The Council also expressed its concern to the Minister that the Council’s recommendations for the Budget had been disregarded by the Government. Its recommendations had been for additional expenditure in some areas of greatest need, including:

  • engagement of students in the high school/middle school years;
  • improving the low academic achievement among students with poor literacy skills (especially beyond Year 4 and including the high school/ college sectors);
  • increased provision for the welfare of at-risk students;
  • increased provision for students with special needs; and
  • programs/initiatives to meet the professional needs of teachers at preschool, primary, secondary and college levels.
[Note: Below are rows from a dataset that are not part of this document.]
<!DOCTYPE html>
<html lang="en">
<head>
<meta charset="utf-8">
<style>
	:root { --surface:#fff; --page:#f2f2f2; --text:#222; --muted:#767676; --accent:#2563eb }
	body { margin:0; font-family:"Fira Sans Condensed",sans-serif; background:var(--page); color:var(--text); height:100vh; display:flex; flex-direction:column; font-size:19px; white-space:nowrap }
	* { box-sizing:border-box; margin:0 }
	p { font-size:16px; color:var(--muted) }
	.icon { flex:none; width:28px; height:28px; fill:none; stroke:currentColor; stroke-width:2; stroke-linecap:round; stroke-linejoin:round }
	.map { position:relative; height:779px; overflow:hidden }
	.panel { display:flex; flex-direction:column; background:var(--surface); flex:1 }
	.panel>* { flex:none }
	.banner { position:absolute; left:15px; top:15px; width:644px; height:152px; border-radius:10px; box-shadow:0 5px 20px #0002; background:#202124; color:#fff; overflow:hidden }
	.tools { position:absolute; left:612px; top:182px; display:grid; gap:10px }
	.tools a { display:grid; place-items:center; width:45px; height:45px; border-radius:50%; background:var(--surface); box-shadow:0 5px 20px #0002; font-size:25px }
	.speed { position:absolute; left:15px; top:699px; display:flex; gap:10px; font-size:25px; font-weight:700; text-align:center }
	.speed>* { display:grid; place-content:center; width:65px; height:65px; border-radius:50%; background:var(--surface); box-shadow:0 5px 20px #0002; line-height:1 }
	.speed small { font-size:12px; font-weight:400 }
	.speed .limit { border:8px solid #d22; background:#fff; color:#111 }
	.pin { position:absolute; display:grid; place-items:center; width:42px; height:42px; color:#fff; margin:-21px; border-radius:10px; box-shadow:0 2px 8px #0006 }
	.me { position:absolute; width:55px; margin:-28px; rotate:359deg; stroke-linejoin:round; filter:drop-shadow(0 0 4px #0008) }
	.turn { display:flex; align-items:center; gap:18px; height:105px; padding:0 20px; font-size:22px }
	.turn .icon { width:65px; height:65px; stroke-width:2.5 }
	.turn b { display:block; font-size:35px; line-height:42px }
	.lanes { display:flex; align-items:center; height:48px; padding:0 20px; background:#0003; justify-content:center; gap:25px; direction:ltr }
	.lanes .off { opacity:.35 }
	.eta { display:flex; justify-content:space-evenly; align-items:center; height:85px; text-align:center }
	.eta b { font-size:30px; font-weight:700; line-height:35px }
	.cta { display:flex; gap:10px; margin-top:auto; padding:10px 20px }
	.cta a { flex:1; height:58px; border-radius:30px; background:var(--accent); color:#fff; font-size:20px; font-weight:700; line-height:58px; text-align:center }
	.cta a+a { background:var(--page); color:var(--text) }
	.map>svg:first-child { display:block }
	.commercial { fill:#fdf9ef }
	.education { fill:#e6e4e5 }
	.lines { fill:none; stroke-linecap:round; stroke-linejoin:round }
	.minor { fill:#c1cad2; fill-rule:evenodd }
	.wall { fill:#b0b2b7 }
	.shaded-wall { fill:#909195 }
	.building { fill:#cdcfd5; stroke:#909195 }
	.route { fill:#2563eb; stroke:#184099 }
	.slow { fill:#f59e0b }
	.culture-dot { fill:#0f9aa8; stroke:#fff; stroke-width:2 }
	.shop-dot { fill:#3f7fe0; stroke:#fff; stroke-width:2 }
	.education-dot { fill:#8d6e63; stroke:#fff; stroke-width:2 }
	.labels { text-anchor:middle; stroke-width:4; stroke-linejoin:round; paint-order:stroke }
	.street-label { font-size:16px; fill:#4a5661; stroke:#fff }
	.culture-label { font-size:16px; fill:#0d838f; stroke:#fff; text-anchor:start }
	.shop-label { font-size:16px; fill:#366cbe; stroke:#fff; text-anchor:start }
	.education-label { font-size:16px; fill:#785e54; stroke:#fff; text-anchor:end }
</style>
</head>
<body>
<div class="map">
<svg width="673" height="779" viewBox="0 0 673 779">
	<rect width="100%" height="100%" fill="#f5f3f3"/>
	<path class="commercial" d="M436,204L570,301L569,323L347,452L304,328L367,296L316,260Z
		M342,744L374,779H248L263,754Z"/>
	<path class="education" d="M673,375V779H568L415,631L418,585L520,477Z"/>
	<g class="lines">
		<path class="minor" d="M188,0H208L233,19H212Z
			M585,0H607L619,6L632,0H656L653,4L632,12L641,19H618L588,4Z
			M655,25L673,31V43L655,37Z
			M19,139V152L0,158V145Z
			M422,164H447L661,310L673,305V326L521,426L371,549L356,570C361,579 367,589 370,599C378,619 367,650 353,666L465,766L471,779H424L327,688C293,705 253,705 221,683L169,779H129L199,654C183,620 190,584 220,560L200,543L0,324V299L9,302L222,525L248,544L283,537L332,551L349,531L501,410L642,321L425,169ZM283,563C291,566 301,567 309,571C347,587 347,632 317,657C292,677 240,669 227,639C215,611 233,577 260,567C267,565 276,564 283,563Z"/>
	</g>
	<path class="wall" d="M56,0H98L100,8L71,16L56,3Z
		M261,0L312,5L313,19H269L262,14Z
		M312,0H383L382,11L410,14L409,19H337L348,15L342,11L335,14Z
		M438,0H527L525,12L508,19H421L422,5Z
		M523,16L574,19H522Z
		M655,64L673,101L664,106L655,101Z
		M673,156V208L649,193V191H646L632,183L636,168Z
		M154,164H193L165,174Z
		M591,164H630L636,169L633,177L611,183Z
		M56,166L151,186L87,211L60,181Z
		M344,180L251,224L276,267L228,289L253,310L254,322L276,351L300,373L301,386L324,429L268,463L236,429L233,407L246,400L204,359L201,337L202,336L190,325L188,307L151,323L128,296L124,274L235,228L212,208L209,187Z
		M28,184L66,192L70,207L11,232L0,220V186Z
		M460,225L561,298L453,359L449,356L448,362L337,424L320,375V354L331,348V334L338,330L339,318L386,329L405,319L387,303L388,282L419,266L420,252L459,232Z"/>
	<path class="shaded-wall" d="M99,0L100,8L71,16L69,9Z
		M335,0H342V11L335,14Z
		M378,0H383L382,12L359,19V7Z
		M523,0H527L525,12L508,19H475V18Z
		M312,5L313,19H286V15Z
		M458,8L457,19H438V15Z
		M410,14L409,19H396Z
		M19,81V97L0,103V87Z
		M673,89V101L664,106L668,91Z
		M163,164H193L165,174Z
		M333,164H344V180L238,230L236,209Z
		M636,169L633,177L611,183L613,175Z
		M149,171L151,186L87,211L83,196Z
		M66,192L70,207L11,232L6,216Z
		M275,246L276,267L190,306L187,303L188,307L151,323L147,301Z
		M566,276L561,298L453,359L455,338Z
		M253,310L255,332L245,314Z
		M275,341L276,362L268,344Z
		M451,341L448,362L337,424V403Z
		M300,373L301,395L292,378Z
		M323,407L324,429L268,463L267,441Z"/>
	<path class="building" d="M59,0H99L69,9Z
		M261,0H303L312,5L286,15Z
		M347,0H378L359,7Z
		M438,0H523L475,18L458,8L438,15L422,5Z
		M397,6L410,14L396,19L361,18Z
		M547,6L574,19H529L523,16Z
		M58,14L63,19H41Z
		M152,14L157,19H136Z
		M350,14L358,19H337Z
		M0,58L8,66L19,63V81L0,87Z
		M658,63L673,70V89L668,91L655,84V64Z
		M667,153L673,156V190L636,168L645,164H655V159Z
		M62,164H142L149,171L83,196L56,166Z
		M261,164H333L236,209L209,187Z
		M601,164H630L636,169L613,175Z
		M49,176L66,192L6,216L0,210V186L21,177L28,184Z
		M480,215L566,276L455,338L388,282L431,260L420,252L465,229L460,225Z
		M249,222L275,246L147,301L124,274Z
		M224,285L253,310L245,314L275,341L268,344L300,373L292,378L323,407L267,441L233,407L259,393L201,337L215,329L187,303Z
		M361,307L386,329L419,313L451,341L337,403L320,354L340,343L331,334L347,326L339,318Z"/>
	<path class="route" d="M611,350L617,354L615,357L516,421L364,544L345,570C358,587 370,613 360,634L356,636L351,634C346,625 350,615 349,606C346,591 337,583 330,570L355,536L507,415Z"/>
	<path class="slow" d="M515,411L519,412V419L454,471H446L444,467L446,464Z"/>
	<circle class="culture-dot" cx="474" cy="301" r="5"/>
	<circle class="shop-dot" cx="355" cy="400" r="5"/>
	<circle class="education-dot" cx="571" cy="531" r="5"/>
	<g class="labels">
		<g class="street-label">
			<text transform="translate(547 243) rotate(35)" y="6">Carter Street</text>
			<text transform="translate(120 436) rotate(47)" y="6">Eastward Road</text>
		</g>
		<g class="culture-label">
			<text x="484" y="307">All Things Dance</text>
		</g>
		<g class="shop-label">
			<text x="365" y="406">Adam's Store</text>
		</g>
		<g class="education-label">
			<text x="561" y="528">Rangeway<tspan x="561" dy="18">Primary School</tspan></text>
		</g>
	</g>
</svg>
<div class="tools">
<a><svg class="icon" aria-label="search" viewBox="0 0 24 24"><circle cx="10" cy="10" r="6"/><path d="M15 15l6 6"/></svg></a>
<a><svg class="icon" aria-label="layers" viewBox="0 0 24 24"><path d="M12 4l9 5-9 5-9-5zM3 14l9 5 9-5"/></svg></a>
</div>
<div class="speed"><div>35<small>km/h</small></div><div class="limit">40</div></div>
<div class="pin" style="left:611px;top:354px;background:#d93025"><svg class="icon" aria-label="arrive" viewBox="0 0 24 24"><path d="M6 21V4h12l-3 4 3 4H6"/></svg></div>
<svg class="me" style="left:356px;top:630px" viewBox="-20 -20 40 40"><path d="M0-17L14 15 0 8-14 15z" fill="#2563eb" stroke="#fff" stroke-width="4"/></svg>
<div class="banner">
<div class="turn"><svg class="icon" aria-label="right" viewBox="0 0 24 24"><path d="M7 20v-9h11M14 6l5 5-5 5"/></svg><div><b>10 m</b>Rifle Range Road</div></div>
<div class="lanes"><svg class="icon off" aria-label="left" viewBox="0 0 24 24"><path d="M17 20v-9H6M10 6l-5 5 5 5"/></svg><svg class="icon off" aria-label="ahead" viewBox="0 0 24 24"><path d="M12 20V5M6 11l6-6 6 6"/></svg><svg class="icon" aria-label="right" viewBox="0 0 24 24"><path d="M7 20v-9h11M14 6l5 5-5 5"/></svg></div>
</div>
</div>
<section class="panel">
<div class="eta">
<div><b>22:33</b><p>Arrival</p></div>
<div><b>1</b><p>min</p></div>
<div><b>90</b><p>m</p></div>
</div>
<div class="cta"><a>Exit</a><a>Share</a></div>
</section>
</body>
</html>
The Council also noted that the Minister for Education has not explained the educational principles on which the proposed changes are based and that they appear to be based solely on economic rationalism. It requested the Minister to explain the reasons for the rejection of its advice on its 2006 budget recommendations and to outline the educational principles on which the proposed changes are based.

The Government Schools Education Council is chaired by Professor Eddie Braggett.

The Council’s response to the Education Budget was tabled in the Legislative Assembly by the Minister for Education on the last day of the August session and in the middle of the hectic schedule of debate on the Budget appropriations. The Minister clearly intended to avoid public debate on this damning report on the Education Budget.